### What the task requires
Your answer should be every line of the records that contains the word "column", copied as it stands.

(Saved data entries)

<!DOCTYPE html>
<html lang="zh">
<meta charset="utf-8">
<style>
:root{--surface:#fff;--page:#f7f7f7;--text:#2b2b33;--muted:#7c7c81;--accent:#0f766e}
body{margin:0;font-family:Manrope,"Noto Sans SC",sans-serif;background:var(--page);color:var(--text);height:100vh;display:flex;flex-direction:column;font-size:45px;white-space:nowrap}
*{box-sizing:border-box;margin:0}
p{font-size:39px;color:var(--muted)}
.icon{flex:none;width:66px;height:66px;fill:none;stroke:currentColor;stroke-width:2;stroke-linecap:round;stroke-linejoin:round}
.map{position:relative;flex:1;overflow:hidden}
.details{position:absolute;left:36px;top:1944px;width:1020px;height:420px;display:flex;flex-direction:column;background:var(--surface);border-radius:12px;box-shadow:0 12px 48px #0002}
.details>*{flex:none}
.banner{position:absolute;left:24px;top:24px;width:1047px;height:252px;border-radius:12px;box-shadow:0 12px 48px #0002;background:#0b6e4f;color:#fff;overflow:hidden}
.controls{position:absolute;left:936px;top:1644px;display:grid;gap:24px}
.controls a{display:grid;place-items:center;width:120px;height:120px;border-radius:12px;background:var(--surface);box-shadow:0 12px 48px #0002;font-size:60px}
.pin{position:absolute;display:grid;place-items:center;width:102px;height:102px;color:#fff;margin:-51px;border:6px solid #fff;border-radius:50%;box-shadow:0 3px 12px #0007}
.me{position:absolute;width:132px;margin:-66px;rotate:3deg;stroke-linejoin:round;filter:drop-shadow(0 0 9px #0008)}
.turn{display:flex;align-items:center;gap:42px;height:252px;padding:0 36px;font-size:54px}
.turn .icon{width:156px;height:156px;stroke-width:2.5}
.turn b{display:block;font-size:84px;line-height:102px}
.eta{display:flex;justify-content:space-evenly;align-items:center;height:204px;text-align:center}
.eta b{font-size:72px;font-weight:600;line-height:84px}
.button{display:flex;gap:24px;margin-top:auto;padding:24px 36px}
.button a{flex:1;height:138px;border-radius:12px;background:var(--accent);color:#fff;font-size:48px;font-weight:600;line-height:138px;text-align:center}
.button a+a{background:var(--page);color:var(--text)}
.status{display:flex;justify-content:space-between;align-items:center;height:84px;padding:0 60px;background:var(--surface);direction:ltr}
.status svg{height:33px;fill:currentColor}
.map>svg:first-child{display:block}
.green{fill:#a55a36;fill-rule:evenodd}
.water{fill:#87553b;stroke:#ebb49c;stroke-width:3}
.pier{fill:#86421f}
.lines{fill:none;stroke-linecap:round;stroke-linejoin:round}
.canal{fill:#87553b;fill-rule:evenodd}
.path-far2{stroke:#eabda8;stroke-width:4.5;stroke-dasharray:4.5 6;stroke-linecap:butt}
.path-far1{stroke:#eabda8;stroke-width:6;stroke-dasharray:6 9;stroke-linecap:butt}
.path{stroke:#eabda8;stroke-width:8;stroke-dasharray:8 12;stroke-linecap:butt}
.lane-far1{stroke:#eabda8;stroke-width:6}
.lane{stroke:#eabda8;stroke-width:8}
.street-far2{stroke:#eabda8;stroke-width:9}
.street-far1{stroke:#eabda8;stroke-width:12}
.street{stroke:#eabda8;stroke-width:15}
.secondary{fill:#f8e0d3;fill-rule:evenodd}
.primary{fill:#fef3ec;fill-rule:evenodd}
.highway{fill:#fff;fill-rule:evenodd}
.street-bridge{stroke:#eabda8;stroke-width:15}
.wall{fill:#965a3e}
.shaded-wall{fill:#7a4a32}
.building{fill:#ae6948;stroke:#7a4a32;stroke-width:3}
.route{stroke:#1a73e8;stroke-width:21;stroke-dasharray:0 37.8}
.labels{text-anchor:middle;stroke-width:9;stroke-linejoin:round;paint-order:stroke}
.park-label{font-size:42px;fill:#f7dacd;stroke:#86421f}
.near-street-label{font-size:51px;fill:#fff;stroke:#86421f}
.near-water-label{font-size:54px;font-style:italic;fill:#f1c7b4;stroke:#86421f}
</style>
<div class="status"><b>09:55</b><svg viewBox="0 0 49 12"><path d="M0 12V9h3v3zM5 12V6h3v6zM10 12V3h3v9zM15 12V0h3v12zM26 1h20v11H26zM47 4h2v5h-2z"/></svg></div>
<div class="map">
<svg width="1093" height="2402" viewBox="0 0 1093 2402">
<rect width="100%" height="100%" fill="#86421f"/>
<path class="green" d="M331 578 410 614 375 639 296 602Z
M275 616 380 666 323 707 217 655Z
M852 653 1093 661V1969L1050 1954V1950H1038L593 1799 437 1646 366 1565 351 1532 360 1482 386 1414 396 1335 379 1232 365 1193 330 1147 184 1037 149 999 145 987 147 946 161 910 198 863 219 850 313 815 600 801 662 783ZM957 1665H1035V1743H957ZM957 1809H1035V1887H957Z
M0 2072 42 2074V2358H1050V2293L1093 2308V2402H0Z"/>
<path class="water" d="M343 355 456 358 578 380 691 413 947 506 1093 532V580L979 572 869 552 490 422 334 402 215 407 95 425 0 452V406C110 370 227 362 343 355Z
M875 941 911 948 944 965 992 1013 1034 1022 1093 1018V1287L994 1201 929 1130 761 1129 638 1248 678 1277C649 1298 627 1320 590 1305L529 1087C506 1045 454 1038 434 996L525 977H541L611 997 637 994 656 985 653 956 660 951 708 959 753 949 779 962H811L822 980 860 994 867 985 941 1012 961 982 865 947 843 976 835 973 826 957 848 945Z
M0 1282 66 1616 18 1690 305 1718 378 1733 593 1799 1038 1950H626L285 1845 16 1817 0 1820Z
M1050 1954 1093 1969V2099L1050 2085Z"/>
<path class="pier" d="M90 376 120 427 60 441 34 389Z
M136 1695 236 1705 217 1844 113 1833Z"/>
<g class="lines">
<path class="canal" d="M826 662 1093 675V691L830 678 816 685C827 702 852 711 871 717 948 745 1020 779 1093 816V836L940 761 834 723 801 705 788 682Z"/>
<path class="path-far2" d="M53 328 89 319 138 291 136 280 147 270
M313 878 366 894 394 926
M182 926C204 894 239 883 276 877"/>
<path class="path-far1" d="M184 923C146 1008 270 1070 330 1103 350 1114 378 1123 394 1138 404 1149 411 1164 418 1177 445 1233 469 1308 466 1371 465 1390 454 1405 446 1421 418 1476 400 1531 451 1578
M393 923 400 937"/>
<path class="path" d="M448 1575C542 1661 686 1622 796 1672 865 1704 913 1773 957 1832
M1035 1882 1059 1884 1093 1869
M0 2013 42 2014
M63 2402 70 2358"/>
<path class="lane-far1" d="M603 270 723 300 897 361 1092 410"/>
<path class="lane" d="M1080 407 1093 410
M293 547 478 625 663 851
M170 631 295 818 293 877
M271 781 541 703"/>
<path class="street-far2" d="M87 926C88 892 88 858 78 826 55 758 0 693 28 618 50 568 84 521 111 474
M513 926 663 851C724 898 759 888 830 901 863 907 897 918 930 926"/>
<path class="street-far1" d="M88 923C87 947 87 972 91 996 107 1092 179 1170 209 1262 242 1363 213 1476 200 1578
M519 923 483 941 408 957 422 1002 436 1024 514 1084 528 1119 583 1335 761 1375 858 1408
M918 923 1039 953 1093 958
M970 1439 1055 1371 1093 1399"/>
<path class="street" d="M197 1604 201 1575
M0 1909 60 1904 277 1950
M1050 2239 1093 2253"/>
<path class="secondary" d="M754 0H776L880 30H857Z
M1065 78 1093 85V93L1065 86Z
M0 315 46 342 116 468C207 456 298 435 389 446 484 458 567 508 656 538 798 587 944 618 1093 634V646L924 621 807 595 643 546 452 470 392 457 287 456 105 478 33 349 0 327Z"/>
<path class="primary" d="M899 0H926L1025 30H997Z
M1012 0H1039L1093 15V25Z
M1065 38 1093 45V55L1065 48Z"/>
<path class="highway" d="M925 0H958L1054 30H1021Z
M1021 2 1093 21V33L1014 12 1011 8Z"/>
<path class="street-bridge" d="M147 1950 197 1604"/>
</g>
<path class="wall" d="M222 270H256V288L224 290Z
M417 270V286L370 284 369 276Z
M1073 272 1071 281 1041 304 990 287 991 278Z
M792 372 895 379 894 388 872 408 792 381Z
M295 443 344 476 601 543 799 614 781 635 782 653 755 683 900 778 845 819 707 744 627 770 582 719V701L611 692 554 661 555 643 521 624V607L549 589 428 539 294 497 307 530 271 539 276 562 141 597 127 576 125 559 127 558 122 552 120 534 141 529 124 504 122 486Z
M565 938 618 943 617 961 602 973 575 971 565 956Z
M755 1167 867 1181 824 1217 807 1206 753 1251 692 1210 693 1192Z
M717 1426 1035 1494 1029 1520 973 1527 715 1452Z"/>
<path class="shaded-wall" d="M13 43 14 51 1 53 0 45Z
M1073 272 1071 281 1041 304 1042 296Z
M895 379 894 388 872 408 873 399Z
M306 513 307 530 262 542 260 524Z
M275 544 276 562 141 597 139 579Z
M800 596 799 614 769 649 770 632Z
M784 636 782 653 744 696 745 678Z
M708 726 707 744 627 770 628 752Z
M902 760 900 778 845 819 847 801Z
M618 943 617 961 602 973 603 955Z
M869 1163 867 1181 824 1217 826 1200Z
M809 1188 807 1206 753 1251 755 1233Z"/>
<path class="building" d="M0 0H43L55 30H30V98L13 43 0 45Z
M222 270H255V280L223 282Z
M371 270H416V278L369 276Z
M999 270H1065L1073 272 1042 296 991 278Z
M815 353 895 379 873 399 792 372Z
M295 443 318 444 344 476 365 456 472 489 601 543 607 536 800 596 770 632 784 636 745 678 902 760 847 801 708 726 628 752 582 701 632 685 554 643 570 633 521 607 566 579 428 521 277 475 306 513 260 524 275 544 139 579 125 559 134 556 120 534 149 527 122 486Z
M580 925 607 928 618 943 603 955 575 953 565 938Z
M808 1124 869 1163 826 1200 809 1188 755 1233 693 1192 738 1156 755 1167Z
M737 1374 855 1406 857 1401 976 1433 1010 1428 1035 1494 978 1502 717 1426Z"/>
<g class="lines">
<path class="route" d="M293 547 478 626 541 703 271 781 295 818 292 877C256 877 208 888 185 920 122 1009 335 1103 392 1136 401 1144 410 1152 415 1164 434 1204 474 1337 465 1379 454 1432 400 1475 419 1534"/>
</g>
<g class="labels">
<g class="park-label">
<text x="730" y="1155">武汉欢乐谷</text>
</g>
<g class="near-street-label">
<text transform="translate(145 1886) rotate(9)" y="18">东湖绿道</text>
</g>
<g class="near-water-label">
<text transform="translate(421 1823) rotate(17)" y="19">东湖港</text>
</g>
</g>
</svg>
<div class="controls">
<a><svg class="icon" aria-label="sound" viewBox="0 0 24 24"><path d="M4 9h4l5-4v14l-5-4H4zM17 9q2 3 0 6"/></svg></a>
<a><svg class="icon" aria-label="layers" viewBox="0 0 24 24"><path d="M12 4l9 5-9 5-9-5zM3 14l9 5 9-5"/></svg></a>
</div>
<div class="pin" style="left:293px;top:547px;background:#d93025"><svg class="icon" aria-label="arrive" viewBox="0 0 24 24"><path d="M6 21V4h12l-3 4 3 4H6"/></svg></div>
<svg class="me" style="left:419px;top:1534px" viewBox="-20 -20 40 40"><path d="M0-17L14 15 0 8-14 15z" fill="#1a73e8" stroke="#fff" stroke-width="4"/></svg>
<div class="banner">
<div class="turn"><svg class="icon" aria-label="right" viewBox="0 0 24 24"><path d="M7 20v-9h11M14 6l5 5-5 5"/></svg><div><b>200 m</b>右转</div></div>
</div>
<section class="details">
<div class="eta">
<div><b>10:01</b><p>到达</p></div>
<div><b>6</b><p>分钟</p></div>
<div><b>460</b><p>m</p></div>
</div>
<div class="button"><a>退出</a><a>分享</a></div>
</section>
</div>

### Solution for this task
body{margin:0;font-family:Manrope,"Noto Sans SC",sans-serif;background:var(--page);color:var(--text);height:100vh;display:flex;flex-direction:column;font-size:45px;white-space:nowrap}
.details{position:absolute;left:36px;top:1944px;width:1020px;height:420px;display:flex;flex-direction:column;background:var(--surface);border-radius:12px;box-shadow:0 12px 48px #0002}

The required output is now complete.